Reviewers
say that "Shazam" is light and funny, that it gets to the heart of
being a bullied child and yearning for power, and that it did not display the
boring pomposity of so many recent comic book movies. The main character, Billy
Batson, is an adolescent boy in the body of a superhero. "Shazam,"
reviewers promised, is the superhero version of "Big," the 1988 Penny
Marshall hit about a boy who magically enters an adult body. The reviewers were
only partially telling the truth. "Shazam" contains too many scenes
that are pompous, hateful, violent, and just plain weird in a movie that suddenly
switches into cute, crippled child mode. Zachary Levi, a 38 year old actor who
plays Billy Batson, is very good, sweet, funny, and believable as a child in an
adult's body, and he deserved a better movie. But he and the producers are raking
the bucks.
"Shazam"
opens with an assault on those most evil of villains, white, Christian, wealthy,
heterosexual, American men. Three males are traveling in a car at Christmas
time. Bing Crosby is singing "Do You Hear What I Hear," over the car
radio. The father is a vicious creep who mocks his youngest son, sitting in the
backseat. His prized first-born is up front with him.
Long
story short: the youngest son, who is being picked on, is offered power by a
wizard, but he blows it because the eye of Sauron offers him the ring of power –
no, wait, sorry, wrong fantasy. Basically Satanic beings offer the kid power. This
motif is ultimately ripped off from the New Testament's "Temptation of
Christ" narrative. It's ironic that schlocky Hollywood movies rip off the
Bible even as they bash Christianity. Get used to the bashing and the cultural
appropriation. There are Christmas trees throughout this movie. The superheroes
are all pseudo Messiahs. Nothing new here.
The
youngest son grows up to be Dr Thaddeus Sivana (Mark Strong). He's obsessed
with gaining the power he couldn't receive when he was a greedy little brat. Eventually
Sivana will get that power and use it to murder his abusive brother and father.

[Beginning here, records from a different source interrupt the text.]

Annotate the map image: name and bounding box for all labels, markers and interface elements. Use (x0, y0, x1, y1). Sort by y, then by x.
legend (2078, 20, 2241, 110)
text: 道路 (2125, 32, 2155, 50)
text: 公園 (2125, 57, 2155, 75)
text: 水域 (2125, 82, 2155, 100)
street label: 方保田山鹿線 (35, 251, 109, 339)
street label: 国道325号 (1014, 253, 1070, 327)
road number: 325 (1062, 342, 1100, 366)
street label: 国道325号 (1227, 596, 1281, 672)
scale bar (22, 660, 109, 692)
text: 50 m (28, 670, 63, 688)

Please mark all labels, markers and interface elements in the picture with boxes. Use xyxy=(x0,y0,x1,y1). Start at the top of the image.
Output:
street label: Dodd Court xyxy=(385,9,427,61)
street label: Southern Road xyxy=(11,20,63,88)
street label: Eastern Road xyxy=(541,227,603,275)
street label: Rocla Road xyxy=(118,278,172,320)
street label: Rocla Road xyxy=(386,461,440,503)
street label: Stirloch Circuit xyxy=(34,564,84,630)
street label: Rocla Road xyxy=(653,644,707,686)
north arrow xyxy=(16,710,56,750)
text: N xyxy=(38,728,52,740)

He walks into a boardroom full of rich, white, Americans. Using demons, he
violently murders them all. A couple of observations. Hollywood would never
produce a big budget movie that included such a violent, hateful scene where a
church or restaurant full of black people were violently murdered. And what the
heck is this scene doing in a movie that is supposed to be for little kids? Mark
Strong's performance as a man focused on the coldblooded destruction of human
life belongs in a serious treatment of some historic atrocity.
Anyway.
Billy Batson, a foster child, gains superpowers and fights Sivana. You've seen
it all before. There are funny, light, "Big"-like scenes. Their
placement in the movie served to make this viewer conscious that this movie
could have been different, it could have been thoroughly light, funny, and
innovative, and instead it is a mishmash of styles, tone, and agendas.